Directions:
Beneath this instruction is a listing; write out exactly the line that contains "Task: Transcribe the" and each line after it to the last.

Records provided:
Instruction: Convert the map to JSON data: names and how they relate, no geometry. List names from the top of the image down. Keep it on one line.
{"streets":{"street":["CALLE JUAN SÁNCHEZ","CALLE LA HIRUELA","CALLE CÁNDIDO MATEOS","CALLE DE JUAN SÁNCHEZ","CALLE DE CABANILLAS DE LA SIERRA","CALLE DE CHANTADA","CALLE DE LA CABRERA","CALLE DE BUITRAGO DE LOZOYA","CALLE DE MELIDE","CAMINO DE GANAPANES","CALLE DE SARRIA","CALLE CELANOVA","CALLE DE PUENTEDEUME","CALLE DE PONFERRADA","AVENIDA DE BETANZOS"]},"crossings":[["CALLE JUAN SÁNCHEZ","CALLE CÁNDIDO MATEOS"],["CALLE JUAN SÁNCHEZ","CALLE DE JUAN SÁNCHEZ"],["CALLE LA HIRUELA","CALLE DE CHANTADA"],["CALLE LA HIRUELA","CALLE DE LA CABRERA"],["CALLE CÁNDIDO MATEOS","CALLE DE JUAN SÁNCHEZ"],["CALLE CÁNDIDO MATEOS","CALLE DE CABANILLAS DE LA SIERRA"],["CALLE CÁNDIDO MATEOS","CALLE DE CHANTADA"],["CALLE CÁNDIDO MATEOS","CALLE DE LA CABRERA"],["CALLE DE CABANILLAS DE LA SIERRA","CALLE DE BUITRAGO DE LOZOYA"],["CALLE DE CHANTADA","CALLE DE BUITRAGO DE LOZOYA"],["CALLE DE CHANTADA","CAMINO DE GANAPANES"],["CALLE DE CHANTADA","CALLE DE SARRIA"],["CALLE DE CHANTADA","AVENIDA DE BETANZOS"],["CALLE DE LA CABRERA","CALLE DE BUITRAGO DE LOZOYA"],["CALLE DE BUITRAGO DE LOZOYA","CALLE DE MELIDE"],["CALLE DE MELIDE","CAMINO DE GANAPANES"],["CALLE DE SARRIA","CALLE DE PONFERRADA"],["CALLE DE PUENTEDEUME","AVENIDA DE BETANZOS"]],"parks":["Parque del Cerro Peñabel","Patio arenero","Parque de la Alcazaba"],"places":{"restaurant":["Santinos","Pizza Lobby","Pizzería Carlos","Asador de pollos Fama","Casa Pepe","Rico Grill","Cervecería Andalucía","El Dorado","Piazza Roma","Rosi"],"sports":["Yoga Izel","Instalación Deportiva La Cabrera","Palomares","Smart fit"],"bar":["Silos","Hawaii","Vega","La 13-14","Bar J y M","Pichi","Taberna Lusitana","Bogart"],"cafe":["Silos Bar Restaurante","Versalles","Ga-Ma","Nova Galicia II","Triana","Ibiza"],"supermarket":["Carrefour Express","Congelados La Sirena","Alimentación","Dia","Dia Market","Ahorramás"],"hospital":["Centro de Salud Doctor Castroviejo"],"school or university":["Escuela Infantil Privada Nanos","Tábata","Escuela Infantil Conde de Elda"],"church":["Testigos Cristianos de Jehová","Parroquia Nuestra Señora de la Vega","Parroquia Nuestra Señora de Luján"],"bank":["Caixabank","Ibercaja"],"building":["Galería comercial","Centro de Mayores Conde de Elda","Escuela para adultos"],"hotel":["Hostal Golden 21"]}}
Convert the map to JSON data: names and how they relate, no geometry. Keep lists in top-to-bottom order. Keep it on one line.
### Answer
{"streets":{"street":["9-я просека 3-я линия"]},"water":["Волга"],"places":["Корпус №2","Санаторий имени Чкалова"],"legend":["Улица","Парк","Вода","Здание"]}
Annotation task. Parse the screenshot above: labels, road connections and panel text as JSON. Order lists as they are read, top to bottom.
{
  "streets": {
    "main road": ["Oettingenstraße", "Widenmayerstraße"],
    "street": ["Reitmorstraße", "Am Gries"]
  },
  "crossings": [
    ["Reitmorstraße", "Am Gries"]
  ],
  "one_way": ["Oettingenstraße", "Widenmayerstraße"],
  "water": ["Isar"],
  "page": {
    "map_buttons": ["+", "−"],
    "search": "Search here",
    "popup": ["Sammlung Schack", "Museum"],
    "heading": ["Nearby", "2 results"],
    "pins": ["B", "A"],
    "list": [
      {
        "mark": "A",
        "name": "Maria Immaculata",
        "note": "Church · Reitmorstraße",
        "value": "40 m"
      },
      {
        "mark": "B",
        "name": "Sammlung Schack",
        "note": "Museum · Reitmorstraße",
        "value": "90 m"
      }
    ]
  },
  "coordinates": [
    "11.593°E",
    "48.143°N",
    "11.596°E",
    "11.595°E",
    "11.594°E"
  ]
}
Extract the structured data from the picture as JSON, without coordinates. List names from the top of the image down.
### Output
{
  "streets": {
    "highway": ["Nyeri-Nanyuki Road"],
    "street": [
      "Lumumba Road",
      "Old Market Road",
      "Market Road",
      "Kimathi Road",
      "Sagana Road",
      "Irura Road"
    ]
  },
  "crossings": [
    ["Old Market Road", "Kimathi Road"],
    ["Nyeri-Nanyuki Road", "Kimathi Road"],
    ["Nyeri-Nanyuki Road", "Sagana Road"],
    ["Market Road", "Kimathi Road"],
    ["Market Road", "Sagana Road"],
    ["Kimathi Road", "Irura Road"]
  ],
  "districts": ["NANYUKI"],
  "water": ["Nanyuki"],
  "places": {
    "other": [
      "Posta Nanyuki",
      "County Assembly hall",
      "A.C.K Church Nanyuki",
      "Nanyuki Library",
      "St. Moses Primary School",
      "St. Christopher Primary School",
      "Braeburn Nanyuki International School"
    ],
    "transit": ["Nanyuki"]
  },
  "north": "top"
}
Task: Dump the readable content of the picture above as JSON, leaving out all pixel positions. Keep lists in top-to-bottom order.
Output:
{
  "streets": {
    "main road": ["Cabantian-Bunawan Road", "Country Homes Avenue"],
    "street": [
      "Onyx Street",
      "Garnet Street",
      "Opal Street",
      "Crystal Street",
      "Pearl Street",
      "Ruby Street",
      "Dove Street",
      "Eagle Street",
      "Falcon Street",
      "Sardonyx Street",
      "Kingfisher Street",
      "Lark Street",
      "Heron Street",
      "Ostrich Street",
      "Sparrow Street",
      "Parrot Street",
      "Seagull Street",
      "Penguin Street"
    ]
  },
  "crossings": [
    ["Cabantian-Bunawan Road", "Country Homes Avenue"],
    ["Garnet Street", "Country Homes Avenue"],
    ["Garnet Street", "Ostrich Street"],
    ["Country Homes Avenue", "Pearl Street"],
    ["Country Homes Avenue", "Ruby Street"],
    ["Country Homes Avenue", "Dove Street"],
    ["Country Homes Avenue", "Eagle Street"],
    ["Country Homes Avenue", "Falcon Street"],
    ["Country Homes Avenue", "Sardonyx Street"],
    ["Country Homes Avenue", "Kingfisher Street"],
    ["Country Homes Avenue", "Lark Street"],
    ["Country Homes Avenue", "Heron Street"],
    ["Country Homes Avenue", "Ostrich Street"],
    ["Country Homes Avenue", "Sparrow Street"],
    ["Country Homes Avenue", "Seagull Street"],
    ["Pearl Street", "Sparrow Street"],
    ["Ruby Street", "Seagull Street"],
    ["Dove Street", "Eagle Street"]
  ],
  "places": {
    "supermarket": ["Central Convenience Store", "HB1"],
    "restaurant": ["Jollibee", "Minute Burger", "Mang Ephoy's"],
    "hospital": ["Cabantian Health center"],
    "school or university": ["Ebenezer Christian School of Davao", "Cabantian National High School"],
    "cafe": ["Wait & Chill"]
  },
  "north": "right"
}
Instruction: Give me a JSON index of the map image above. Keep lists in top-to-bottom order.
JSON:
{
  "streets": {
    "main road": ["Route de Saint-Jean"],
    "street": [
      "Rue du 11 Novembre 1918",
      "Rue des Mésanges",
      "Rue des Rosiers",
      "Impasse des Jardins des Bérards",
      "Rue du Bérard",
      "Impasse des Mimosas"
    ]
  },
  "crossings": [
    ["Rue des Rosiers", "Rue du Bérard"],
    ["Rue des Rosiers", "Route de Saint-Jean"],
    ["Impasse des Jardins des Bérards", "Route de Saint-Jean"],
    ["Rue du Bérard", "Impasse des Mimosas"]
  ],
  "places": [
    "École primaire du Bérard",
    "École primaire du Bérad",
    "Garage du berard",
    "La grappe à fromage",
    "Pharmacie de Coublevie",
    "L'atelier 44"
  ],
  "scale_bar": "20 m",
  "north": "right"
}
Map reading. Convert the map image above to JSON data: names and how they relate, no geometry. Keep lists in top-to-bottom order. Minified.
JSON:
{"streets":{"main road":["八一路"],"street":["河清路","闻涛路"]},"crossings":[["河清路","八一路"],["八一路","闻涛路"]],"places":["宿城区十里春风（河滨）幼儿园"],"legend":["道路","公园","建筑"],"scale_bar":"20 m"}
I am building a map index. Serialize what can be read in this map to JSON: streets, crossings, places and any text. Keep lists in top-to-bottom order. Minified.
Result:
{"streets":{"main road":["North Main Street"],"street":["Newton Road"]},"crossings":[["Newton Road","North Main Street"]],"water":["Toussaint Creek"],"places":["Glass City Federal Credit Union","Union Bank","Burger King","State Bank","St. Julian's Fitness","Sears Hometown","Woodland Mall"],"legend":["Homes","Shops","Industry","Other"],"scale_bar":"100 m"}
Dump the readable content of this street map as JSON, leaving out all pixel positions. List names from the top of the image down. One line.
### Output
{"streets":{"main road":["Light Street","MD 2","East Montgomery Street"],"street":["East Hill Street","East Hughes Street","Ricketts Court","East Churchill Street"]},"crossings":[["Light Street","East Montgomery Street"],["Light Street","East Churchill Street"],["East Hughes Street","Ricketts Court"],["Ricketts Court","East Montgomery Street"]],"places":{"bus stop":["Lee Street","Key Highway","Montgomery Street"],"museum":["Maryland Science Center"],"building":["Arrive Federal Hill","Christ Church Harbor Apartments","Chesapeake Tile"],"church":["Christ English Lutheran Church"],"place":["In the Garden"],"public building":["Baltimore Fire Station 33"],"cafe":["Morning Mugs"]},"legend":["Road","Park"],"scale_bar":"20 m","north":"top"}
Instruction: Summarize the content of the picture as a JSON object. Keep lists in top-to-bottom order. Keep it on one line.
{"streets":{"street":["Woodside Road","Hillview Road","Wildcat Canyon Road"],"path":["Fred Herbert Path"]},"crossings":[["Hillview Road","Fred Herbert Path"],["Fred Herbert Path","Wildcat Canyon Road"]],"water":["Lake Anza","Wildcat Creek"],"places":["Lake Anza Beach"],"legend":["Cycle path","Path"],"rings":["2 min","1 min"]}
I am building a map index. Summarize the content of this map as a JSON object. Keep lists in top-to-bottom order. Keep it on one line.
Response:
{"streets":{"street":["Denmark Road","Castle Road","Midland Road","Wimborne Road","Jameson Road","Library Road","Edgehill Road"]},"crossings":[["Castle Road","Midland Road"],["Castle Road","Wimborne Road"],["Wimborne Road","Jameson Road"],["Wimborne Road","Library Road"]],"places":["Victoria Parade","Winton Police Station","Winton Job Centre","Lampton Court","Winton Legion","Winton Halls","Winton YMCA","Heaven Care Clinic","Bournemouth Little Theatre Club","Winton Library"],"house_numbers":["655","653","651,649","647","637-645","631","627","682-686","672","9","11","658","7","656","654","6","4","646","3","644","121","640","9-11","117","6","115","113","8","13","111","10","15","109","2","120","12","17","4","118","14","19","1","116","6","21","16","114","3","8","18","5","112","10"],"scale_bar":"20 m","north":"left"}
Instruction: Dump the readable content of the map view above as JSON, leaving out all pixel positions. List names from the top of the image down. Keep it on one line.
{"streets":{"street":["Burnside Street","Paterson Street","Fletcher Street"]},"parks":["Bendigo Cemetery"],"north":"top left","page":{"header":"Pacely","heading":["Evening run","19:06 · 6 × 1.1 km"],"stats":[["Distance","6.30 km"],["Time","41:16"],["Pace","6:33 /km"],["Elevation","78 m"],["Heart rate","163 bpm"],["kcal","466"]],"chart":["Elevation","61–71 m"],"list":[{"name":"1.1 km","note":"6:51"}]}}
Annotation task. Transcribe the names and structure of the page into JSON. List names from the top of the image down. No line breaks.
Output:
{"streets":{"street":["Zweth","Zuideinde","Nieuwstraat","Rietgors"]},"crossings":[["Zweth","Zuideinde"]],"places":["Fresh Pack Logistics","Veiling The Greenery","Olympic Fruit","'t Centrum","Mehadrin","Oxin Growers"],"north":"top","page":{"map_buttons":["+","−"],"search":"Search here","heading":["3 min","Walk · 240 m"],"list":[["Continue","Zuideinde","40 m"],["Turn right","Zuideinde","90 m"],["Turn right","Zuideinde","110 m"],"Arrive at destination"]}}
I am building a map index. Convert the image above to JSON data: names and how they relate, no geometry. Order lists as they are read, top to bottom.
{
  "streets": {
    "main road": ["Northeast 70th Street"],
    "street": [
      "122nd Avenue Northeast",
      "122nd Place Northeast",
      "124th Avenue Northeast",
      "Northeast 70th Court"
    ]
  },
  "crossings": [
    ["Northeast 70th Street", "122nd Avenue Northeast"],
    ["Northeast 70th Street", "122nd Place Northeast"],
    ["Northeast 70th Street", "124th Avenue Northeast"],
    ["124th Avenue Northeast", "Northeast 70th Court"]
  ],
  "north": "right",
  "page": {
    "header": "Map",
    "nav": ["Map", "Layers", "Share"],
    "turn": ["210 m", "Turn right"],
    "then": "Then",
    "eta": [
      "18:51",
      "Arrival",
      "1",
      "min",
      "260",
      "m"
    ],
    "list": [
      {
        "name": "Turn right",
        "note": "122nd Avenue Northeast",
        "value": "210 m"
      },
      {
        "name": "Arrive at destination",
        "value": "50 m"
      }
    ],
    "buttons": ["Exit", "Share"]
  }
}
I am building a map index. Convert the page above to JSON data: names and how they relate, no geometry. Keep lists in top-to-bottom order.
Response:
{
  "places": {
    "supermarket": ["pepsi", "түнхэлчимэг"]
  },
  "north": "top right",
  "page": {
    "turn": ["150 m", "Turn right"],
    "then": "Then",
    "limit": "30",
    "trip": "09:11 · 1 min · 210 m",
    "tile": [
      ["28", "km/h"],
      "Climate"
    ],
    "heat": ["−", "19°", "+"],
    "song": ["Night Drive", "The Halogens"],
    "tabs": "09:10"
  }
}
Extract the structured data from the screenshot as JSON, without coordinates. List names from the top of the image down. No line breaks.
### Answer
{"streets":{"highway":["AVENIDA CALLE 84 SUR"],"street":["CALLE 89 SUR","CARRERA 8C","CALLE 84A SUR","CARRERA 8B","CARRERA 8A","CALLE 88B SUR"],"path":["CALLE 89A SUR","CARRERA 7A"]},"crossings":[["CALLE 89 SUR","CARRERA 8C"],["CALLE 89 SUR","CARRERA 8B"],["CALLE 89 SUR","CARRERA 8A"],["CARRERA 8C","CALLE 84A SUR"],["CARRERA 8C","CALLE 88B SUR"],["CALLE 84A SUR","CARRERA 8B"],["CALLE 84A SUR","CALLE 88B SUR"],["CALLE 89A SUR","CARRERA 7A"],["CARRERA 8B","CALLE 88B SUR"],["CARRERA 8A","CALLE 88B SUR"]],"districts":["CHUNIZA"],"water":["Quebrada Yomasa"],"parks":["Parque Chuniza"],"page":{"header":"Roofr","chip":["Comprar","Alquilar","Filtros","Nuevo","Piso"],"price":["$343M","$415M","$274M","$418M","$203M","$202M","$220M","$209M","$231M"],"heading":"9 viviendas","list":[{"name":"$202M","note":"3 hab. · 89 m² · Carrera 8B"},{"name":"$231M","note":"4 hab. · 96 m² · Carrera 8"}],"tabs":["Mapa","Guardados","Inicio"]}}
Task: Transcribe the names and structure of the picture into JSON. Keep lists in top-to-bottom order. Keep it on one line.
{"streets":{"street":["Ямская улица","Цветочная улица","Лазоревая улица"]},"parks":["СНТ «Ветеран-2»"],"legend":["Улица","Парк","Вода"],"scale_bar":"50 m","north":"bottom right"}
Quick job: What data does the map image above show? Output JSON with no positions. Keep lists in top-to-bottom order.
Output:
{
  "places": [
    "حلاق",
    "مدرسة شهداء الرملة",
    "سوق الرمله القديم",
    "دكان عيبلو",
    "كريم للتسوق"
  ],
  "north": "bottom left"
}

Expected output:
Task: Transcribe the names and structure of the picture into JSON. Keep lists in top-to-bottom order. Keep it on one line.
{"streets":{"street":["Ямская улица","Цветочная улица","Лазоревая улица"]},"parks":["СНТ «Ветеран-2»"],"legend":["Улица","Парк","Вода"],"scale_bar":"50 m","north":"bottom right"}
Quick job: What data does the map image above show? Output JSON with no positions. Keep lists in top-to-bottom order.
Output:
{
  "places": [
    "حلاق",
    "مدرسة شهداء الرملة",
    "سوق الرمله القديم",
    "دكان عيبلو",
    "كريم للتسوق"
  ],
  "north": "bottom left"
}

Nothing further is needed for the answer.